Now what are these walk types useful for? Well, it allows you to build graph traversals in a safer way than you do with plain Gremlin.

In Haskell, we can distinguish pure and non-pure functions using, for example, IO monad. Likewise, we can limit power of traversals by using Filter or Transform walk types explicitly. That way, we can avoid executing unwanted side-effect accidentally.

nameOfPeople :: Walk Filter AVertex AVertex -> GTraversal Transform () Text
nameOfPeople pfilter =
  source "g" & sV [] &. gHasLabel "person" &. liftWalk pfilter &. gValues ["name"]

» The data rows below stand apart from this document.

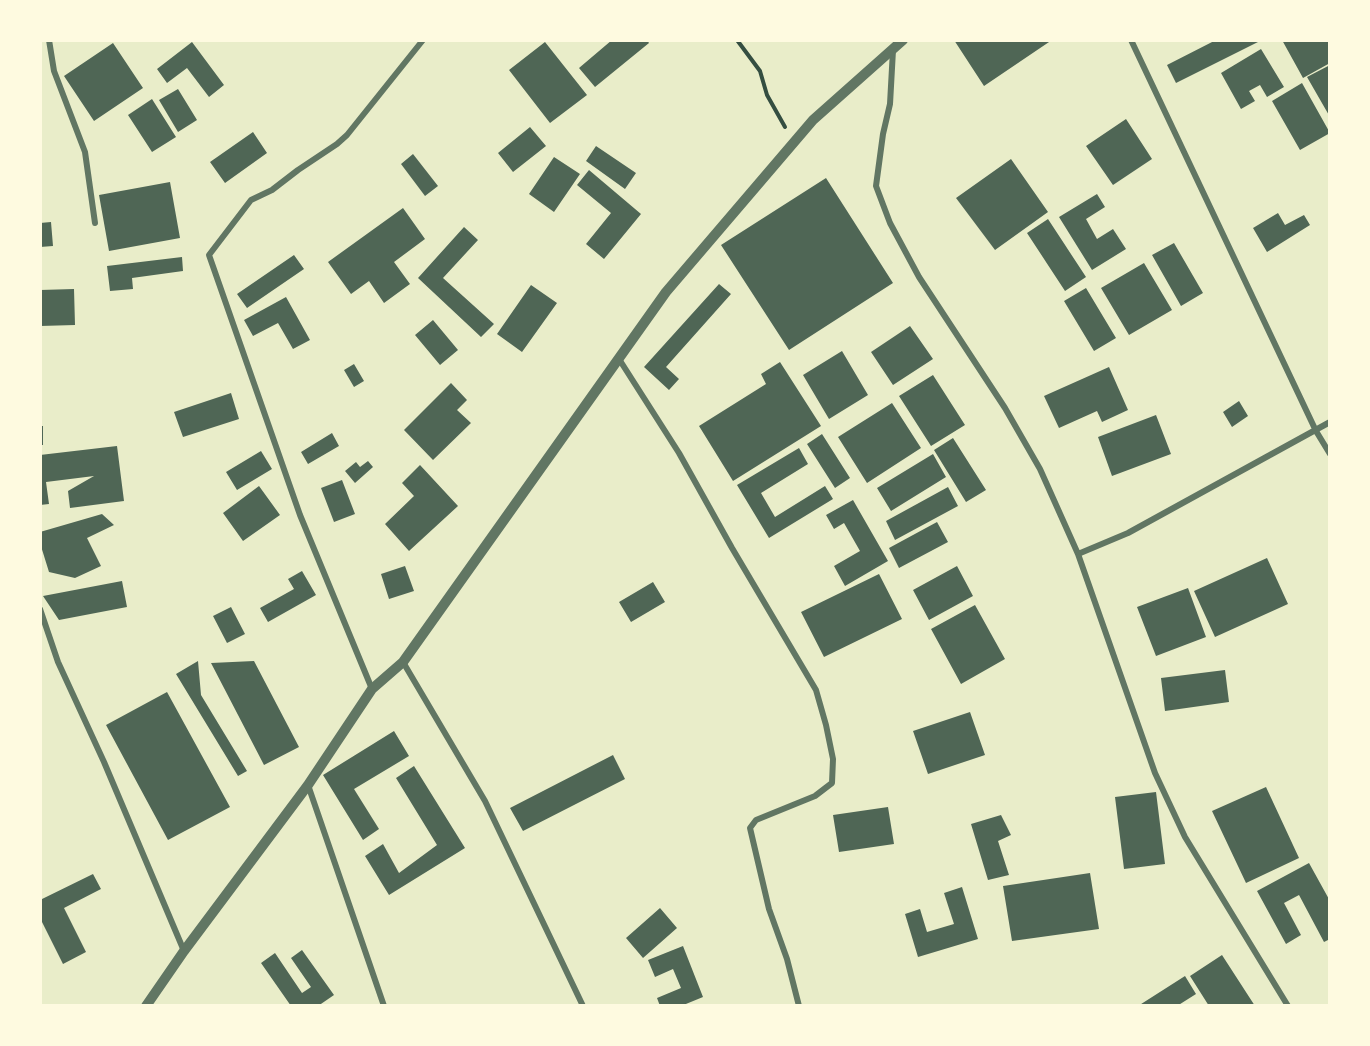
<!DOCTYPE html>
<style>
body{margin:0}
#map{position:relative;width:1370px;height:1046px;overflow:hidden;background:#e9edc9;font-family:Commissioner,sans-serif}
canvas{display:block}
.frame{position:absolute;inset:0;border:42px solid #fefae0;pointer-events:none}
</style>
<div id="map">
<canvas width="1370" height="1046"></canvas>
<div class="frame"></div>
</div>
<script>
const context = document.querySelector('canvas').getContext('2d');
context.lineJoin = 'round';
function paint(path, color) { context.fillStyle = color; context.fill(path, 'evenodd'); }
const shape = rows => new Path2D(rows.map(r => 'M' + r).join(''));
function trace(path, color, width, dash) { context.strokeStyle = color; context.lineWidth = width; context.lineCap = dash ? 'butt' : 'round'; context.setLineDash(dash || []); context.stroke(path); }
const building = shape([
 [612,40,647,40,649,43,595,87,579,68],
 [954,40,1052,40,984,86],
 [1216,40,1262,40,1176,83,1167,65],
 [1282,40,1330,40,1330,63,1303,78],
 [192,42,224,85,209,97,187,68,167,83,157,69],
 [545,42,587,95,550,123,509,70],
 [113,43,143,88,94,121,64,76],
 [1261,49,1284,87,1267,97,1260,85,1249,91,1255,101,1241,109,1221,73],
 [1330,65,1330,117,1307,77],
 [1302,83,1330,133,1300,150,1272,101],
 [178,89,197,120,178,132,159,100],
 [152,99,176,137,152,152,128,115],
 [1126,119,1152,159,1113,185,1086,146],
 [530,127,546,146,513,172,498,153],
 [253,132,267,153,225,183,210,162],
 [596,146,636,173,625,189,586,161],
 [413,154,438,186,425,196,401,164],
 [554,157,580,174,554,212,529,194],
 [1011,159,1048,212,995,250,956,198],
 [589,170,641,214,604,259,586,244,611,213,577,185],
 [826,178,893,283,789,350,721,245],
 [170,182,180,238,109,251,99,195],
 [1097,194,1105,207,1086,219,1097,239,1113,229,1126,249,1092,270,1059,217],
 [403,208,425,239,394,262,410,284,384,303,369,281,351,294,328,262],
 [1278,213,1285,225,1304,215,1310,225,1267,252,1253,228],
 [1048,219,1086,277,1065,291,1027,233],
 [51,222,53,246,40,247,40,223],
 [464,227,478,240,443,278,494,324,481,337,418,278],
 [1174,243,1203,293,1181,306,1152,255],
 [294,255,304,269,247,308,237,294],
 [182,257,183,271,132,278,133,289,110,291,107,266],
 [1144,263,1172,310,1129,335,1101,288],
 [719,284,731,294,666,367,679,379,669,390,644,367],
 [531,285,557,303,522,352,497,334],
 [1086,288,1116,338,1094,351,1064,301],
 [74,289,75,325,40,326,40,290],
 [286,297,310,340,293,349,278,323,253,336,244,320],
 [433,320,458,350,440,365,415,335],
 [910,326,933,359,893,385,871,352],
 [842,351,868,395,829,419,803,375],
 [780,362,821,426,733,481,699,426,766,384,761,374],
 [354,364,364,381,354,387,344,370],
 [1109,367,1128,410,1102,422,1097,411,1059,428,1044,396],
 [933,375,965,425,931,446,899,396],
 [451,383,467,400,457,410,471,423,433,460,404,430],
 [231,393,239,419,183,437,174,412],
 [1239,401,1248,416,1232,427,1223,412],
 [892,403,921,448,867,483,838,437],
 [1156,415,1171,454,1112,476,1098,437],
 [40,426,43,426,43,445,40,445],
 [332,433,339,446,308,464,301,452],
 [822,434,850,478,835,488,807,444],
 [953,438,986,490,966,502,934,450],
 [117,446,124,501,70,508,68,491,94,476,46,482,49,504,40,505,40,455],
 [799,448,808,464,761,493,775,517,825,486,833,499,769,538,737,485],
 [261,451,272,469,237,490,226,472],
 [933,454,946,477,891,511,877,488],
 [368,461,373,467,355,483,345,471,356,462,360,467],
 [420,465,458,506,409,551,385,524,414,496,402,483],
 [342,480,355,514,334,522,321,488],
 [259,486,280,515,243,541,223,513],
 [948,487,958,506,895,540,886,521],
 [853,500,888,561,845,586,834,566,860,551,844,523,834,529,826,515],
 [102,514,114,525,87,538,101,566,75,578,49,572,40,543,40,532],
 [937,522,948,542,899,568,889,548],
 [1267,558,1288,604,1215,637,1194,591],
 [405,566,414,591,389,599,381,574],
 [957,566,973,596,929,620,913,590],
 [302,571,316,595,268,622,260,608,294,589,288,579],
 [879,574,902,619,824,657,801,612],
 [122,581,127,607,59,620,43,596],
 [653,582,665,602,631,622,619,602],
 [1188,588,1206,637,1156,656,1137,607],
 [975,605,1005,659,961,684,931,629],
 [231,607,245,634,227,643,213,616],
 [198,661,201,695,247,771,238,776,176,674],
 [254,661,299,747,264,765,211,663],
 [1225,670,1229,702,1165,711,1161,678],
 [167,692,230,807,168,840,106,725],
 [970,712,985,755,928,774,913,731],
 [394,731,409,756,354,789,379,829,363,840,323,775],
 [613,755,625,779,523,831,510,808],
 [414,766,465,848,389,895,365,856,383,844,399,873,437,845,396,778],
 [1266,787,1299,858,1246,883,1212,811],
 [1156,792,1165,864,1124,869,1115,797],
 [888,807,894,844,839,852,833,815],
 [1001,815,1011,835,998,841,1009,875,988,880,971,824],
 [1309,863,1330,901,1330,939,1324,942,1299,895,1284,903,1301,935,1286,944,1257,891],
 [1090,873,1099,929,1012,941,1003,886],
 [93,874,101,889,64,908,86,952,63,964,40,918,40,900],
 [962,887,978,939,918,957,905,914,920,909,927,932,954,924,944,893],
 [660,908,677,928,643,958,626,938],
 [683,946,703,997,681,1006,660,1006,657,998,681,988,673,969,655,977,648,960],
 [302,950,334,995,318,1006,291,1006,261,963,275,953,302,993,311,987,291,958],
 [1222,955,1255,1006,1209,1006,1190,976],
 [1185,976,1196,994,1177,1006,1138,1006]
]);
const path = shape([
 [737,40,760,71,767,95,785,127]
]);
const minor = shape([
 [49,40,54,71,85,152,95,223],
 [1131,40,1316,431,1330,454],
 [893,50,890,104,883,134,876,186,890,223,919,277,1005,408,1040,469,1078,554,1155,773,1185,837,1288,1006],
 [619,359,679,453,732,548,816,690,826,725,833,759,832,783,815,796,756,820,750,828,769,909,787,959,799,1006],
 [1078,554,1128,533,1330,422],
 [40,609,58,662,104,762,184,951],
 [403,662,485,801,583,1006],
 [372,689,300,515,209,255,251,200,272,190,298,170,337,144,347,135,423,40],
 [308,785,384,1006]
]);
const tertiary = shape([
 [146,1006,184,951,308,785,372,689,403,662,666,292,813,120,903,40]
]);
paint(building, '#4f6655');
trace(path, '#344e41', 4);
trace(minor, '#617663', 6);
trace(tertiary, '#617663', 10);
</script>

newPerson :: Walk SideEffect s AVertex
newPerson = gAddV "person"

main = hspec $ specify "liftWalk" $ do
  ---- This compiles
  toGremlin (nameOfPeople hasAge)
    `shouldBe` "g.V().hasLabel(\"person\").has(\"age\").values(\"name\")"

  ---- This doesn't compile.
  ---- It's impossible to pass a SideEffect walk to an argument that expects Filter.
  -- toGremlin (nameOfPeople newPerson)
  --   `shouldBe` "g.V().hasLabel(\"person\").addV(\"person\").values(\"name\")"

In the above example, nameOfPeople function takes a Filter walk and creates a Transform walk. There is no way to pass a SideEffect walk (like gAddV) to nameOfPeople because Filter is weaker than SideEffect. That way, we can be sure that the result traversal of nameOfPeople function never has any side-effect (thus its walk type is just Transform.)

Submit GTraversal

You can submit GTraversal directly to the Gremlin Server. Submitting GTraversal c s e yeilds ResultHandle e, so you can get the traversal results in a stream.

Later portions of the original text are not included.